Photos taken Aug. 31 by the National Oceanic and Atmospheric Administration show dark-colored water surrounding the site two days after the first spill was reported to the government hotline.

While the photos do not prove contaminated materials leaked from U.S. Oil Recovery, they show as the murky floodwaters receded, they flowed through Vince Bayou and emptied into a ship channel that leads to the San Jacinto River.

The hotline caller identified Vince Bayou as the waterway affected by a spill of unknown material in unknown amounts.

Thomas Voltaggio, a retired EPA official who oversaw Superfund cleanups and emergency responses for more than two decades, reviewed the aerial photos, hotline reports and other documents obtained by AP.

"It is intuitively obvious that the rains and floods of the magnitude that occurred during Hurricane Harvey would have resulted in some level of contamination having been released to the environment," Voltaggio said. "Any contamination in those tanks would likely have entered Vince Bayou and potentially the Houston Ship Channel."

He said the amount of contaminants spread from the site during the storm likely never will be known, making the environmental effect difficult to measure.
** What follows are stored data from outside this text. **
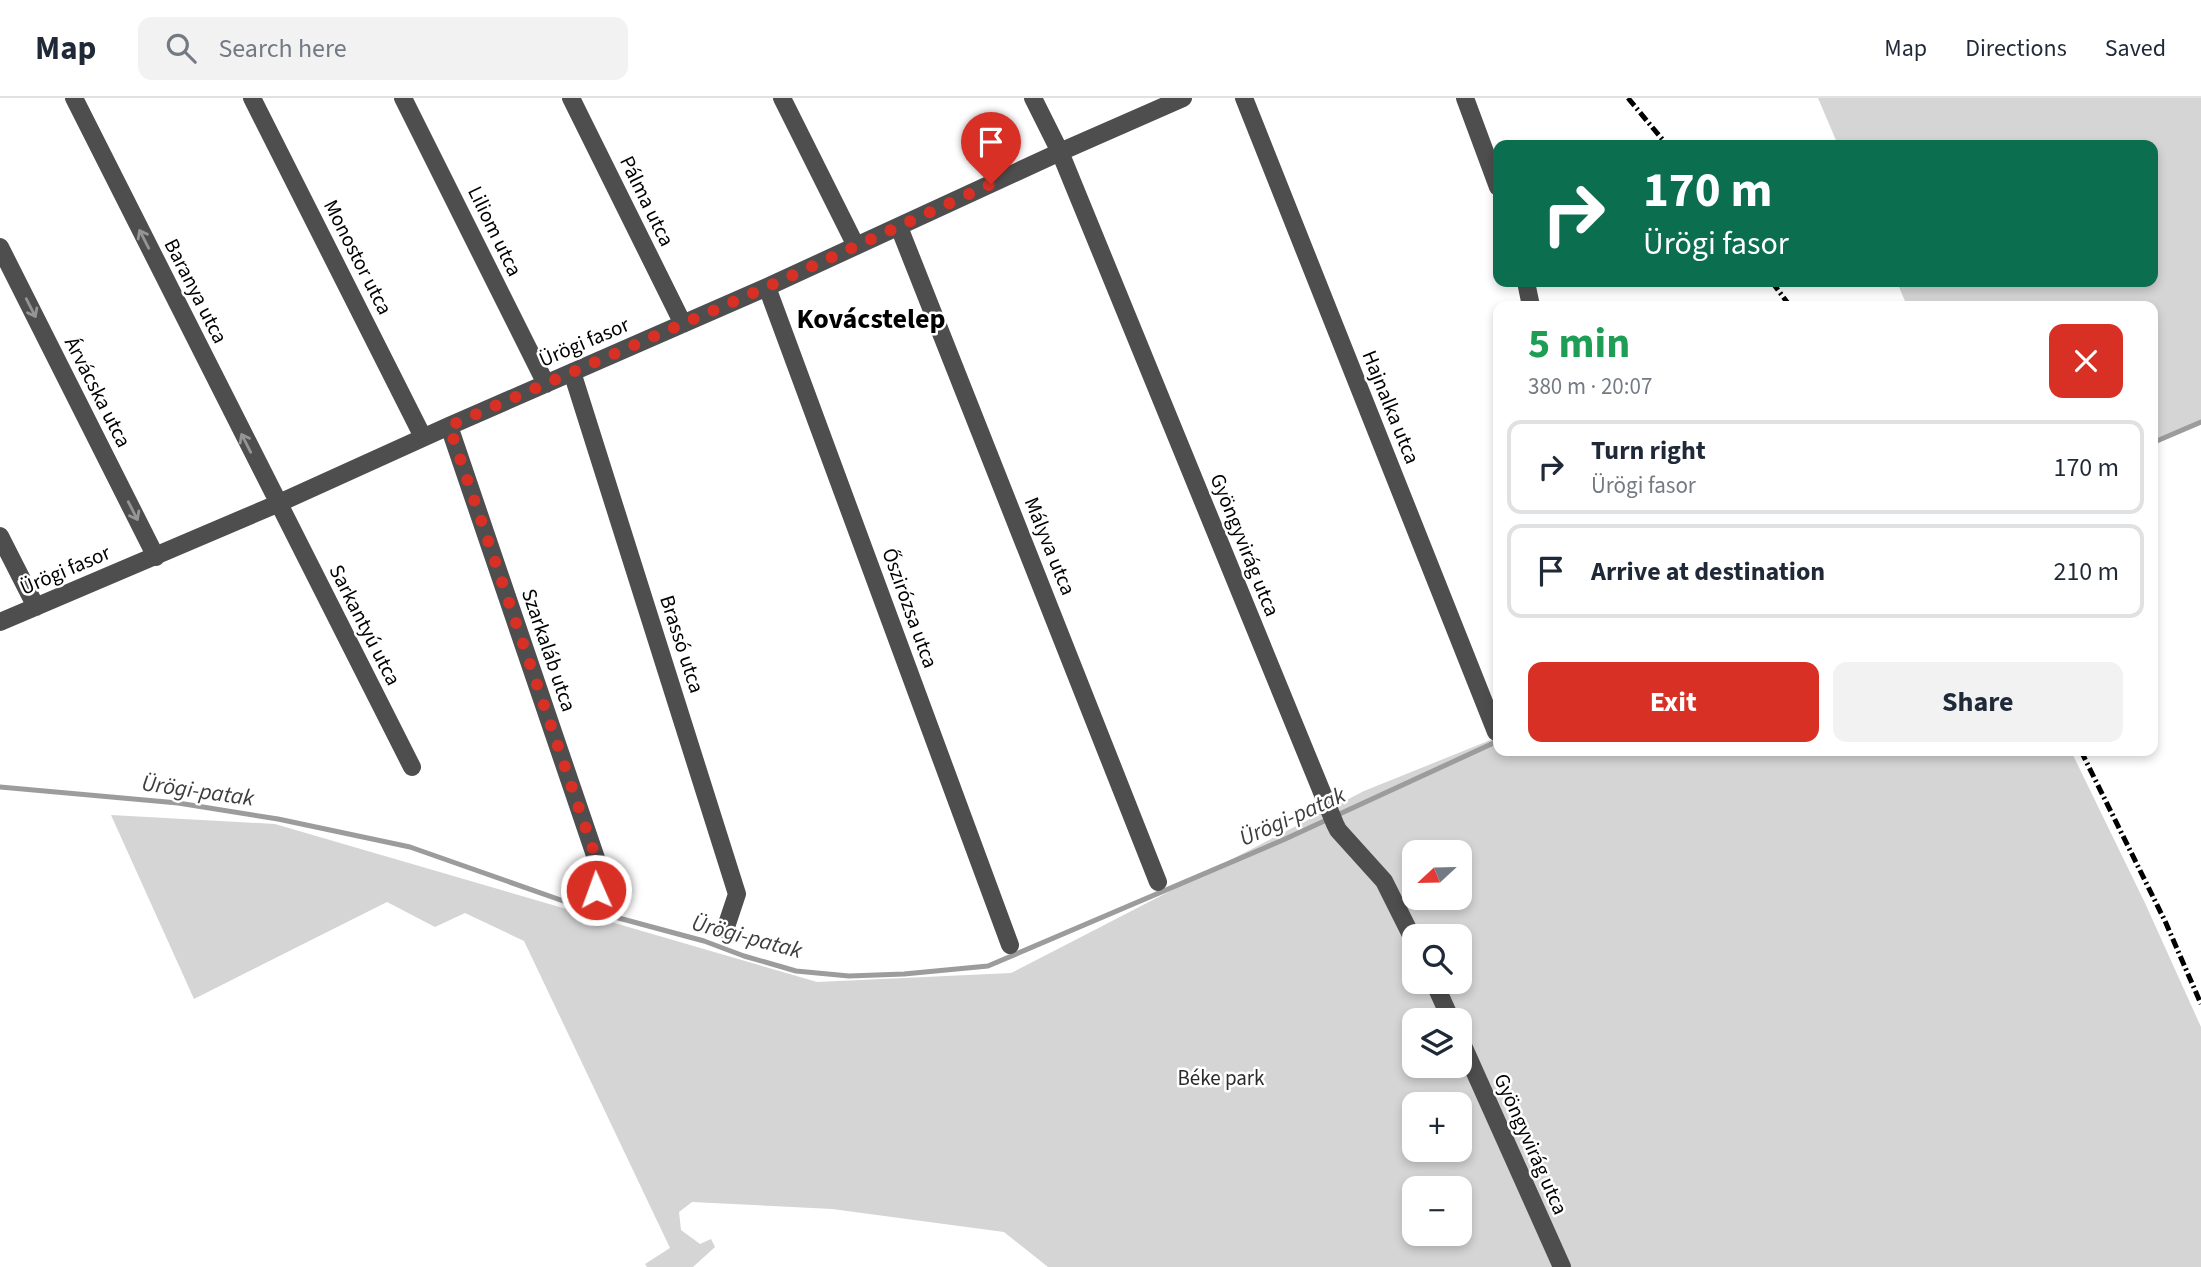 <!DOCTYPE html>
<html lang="en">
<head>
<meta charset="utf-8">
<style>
  body { margin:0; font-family:"Source Sans 3",sans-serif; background:#f2f2f3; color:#1f2937; height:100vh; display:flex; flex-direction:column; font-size:26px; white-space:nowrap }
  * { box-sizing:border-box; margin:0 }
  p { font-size:23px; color:#747a83 }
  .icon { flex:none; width:38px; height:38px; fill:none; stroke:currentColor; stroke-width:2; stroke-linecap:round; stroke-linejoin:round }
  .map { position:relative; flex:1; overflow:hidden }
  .side { position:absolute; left:1493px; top:203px; width:665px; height:455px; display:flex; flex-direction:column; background:#fff; border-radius:14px; box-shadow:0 4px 10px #0003 }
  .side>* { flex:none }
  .top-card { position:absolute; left:1493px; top:42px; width:665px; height:147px; border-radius:14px; box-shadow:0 4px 10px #0003; background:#0b6e4f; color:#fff; overflow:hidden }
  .needle { width:46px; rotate:248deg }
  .fabs { position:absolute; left:1402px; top:742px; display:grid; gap:14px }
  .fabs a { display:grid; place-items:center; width:70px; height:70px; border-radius:14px; background:#fff; box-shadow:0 4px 10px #0003; font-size:35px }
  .pin { position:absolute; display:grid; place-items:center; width:60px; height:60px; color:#fff; margin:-72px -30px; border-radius:50% 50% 50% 0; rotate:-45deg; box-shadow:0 0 7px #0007 }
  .pin .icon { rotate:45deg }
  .me { position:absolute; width:77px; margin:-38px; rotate:358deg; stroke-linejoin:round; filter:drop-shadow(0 0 5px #0008) }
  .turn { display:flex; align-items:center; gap:24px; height:147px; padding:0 35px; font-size:32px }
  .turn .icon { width:91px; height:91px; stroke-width:2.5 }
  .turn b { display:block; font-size:49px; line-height:60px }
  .round { display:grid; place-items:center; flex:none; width:74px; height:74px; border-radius:14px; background:#f2f2f3 }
  .headline { display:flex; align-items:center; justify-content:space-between; height:119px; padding:0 35px }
  h1 { font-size:42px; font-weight:700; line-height:52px; color:#1e9e55 }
  .button { display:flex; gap:14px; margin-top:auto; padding:14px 35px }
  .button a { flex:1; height:80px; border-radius:14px; background:#d93025; color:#fff; font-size:28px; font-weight:700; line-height:80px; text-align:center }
  .button a+a { background:#f2f2f3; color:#1f2937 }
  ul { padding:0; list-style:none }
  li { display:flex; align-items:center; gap:21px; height:94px; margin:0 14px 10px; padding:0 21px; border:4px solid #e0e1e3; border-radius:14px }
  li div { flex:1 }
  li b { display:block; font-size:26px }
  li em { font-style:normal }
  header { display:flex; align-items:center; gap:42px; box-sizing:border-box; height:98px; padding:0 35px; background:#fff; border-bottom:2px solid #e0e1e3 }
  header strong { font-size:33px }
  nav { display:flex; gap:38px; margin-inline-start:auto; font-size:24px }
  .search { width:490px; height:63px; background:#f2f2f3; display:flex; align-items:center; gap:18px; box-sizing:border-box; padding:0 24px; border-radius:14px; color:#747a83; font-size:26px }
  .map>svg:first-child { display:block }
  .green { fill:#d5d5d5; fill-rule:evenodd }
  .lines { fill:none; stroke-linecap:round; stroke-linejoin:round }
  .stream { stroke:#9c9c9c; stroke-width:5 }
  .minor { stroke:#4e4e4e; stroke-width:18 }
  .rail { stroke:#000; stroke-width:5; stroke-dasharray:10 3.5 2 3.5; stroke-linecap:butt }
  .oneway { stroke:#959595 }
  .route { stroke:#d93025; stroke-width:12; stroke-dasharray:0 21.6 }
  .labels { text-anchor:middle; stroke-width:5; stroke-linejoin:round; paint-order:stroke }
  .street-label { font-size:21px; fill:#000; stroke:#fff }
  .park-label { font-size:21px; fill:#2c2c2c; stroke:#fff }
  .water-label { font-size:23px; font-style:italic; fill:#3d3d3d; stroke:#fff }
  .district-label { font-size:28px; font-weight:bold; fill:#000; stroke:#fff }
</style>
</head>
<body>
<header>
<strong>Map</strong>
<div class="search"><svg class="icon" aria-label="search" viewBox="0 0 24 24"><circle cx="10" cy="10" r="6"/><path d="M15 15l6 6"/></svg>Search here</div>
<nav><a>Map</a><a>Directions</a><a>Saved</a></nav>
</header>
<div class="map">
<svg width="2201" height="1169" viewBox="0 0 2201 1169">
  <rect width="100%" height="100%" fill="#fff"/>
  <!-- green -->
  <path class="green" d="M1818,0H2201V322L2153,344L2152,208H1907L1897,184H2152V47H1838Z
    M1498,639V653H2071L2145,805L2201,929V1169H1048L1004,1134L832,1111L692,1104L679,1114L681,1132L700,1146L711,1141L715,1149L693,1169H647L645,1166L670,1150L524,843L465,815L435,829L387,804L194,901L111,717L275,726L817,884L1011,875L1364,693ZM1414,754H1460V800H1414ZM1414,838H1460V884H1414ZM1414,922H1460V968H1414ZM1414,1006H1460V1052H1414ZM1414,1090H1460V1136H1414Z"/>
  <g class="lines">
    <!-- stream -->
    <path class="stream" d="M2152,345L2201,324
      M0,689L178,705L278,721L410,749L589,812L704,843L744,858L796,873L849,878L904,876L988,868L1283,742L1498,643"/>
    <!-- minor -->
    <path class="minor" d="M74,0L412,669
      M252,0L423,339
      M403,0L546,286
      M571,0L683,226
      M782,0L856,148
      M1033,0L1060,54L1335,726L1338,732L1384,783L1414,843
      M1244,0L1496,634
      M1465,0L1498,89
      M899,129L1158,784
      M0,149L156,459
      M1526,184L1531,208
      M767,189L1010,847
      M572,274L737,796L725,832
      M449,328L599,769L596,792
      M0,438L36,509
      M0,524L277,406L449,328L767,189L1060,54L1183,0
      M1434,884L1451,922
      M1460,941L1562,1169"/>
    <!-- rail -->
    <path class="rail" d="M1628,0L1667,47
      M1772,184L1790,208
      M2081,653L2165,823L2201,906"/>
  </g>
  <!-- one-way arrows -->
  <defs><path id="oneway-shaft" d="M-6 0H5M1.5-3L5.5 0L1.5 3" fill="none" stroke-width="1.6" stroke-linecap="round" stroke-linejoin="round" transform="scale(1.75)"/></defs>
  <g class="oneway">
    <use href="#oneway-shaft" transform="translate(144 141) rotate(-117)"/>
    <use href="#oneway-shaft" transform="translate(31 210) rotate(63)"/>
    <use href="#oneway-shaft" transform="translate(246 345) rotate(-117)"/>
    <use href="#oneway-shaft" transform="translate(133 413) rotate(63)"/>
  </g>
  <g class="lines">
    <!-- route -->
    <path class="route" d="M596,792L599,769L449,328L767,189L991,86"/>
  </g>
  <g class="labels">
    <!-- street labels -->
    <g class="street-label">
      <text transform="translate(647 103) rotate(64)" y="7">Pálma utca</text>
      <text transform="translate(495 133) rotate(64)" y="7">Liliom utca</text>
      <text transform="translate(358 159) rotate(63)" y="7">Monostor utca</text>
      <text transform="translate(196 193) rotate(63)" y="7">Baranya utca</text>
      <text transform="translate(584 244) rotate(-23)" y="7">Ürögi fasor</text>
      <text transform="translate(98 294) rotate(63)" y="7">Árvácska utca</text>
      <text transform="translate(1391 309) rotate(68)" y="7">Hajnalka utca</text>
      <text transform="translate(1245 447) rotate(68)" y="7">Gyöngyvirág utca</text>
      <text transform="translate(1050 448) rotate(68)" y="7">Mályva utca</text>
      <text transform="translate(65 472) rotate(-23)" y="7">Ürögi fasor</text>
      <text transform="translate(910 510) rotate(70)" y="7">Őszirózsa utca</text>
      <text transform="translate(365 527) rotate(63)" y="7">Sarkantyú utca</text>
      <text transform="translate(682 546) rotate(72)" y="7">Brassó utca</text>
      <text transform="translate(549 552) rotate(71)" y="7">Szarkaláb utca</text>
      <text transform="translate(1531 1046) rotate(66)" y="7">Gyöngyvirág utca</text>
    </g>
    <!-- park labels -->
    <g class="park-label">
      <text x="1221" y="987">Béke park</text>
    </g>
    <!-- water labels -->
    <g class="water-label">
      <text transform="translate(198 692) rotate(8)" y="8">Ürögi-patak</text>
      <text transform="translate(1292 718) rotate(-24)" y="8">Ürögi-patak</text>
      <text transform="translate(747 838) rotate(15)" y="8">Ürögi-patak</text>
    </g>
    <!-- district labels -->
    <g class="district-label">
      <text x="871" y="230">Kovácstelep</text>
    </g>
  </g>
</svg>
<div class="fabs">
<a><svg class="needle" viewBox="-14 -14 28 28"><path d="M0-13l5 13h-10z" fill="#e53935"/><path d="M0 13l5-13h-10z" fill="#747a83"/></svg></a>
<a><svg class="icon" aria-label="search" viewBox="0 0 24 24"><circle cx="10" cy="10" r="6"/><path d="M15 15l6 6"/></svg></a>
<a><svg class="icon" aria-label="layers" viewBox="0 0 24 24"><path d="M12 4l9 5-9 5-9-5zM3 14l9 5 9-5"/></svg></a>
<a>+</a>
<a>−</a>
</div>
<div class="pin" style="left:991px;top:86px;background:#d93025"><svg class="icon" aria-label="arrive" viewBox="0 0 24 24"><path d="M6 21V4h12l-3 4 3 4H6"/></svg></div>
<svg class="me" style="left:596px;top:792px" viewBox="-20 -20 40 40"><circle r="17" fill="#d93025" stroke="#fff" stroke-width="3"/><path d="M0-11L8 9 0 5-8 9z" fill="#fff"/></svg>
<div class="top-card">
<div class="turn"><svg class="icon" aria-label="right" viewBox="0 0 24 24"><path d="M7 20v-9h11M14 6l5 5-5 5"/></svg><div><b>170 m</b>Ürögi fasor</div></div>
</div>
<section class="side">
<div class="headline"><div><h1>5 min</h1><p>380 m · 20:07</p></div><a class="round" style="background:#d93025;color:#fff"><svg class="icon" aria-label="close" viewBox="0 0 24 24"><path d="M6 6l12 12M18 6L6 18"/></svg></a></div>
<ul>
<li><svg class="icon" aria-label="right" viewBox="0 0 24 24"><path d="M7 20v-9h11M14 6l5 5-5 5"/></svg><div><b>Turn right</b><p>Ürögi fasor</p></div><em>170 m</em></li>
<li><svg class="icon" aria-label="arrive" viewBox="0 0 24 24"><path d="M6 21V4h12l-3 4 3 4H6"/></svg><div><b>Arrive at destination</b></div><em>210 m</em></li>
</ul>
<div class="button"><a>Exit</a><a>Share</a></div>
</section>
</div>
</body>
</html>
PRP Group, the corporation formed to oversee the cleanup at U.S. Oil Recovery, said it reported the spills as legally required but said subsequent testing of storm water remaining in the affected tanks showed it met federal drinking water standards. The company declined to provide AP copies of those lab reports or a list of specific chemicals for which it tested, saying the EPA was expected to release that information soon.

U.S. Oil Recovery was shut down in 2010 after regulators determined operations there posed an environmental threat to Vince Bayou, which flows through the property in Pasadena. Pollution at the former hazardous waste treatment plant is so bad that Texas prosecutors charged the company's owner, Klaus Genssler, with five criminal felonies. The German native fled the United States and is considered a fugitive.

More than 100 companies that sent hazardous materials and oily waste to U.S. Oil Recovery for processing are now paying for the multimillion-dollar cleanup there through a court-monitored settlement. Past sampling of materials at the site revealed high concentrations of hazardous chemicals linked to cancer, such as benzene, ethylbenzene and trichloroethylene. The site also potentially contains toxic heavy metals, including mercury and arsenic.

AP began asking the EPA whether contaminated material might have again leaked from U.S. Oil Recovery last week, after reviewing the aerial photos taken Aug. 31. The EPA said it visited the site on Sept. 4, nearly a week after site operators reported an initial spill, and again the following week. The EPA said that its staff saw no evidence that toxins had washed away from the scene during either visit.

PRP Group said the spills occurred at the toxic waste site on Aug. 29, Sept. 6 and Sept. 7. One of the EPA's media releases on Sept. 9, more than 11 days after the first call was made to the hotline, made reference to overflowing water at the scene, but did not describe it as a spill.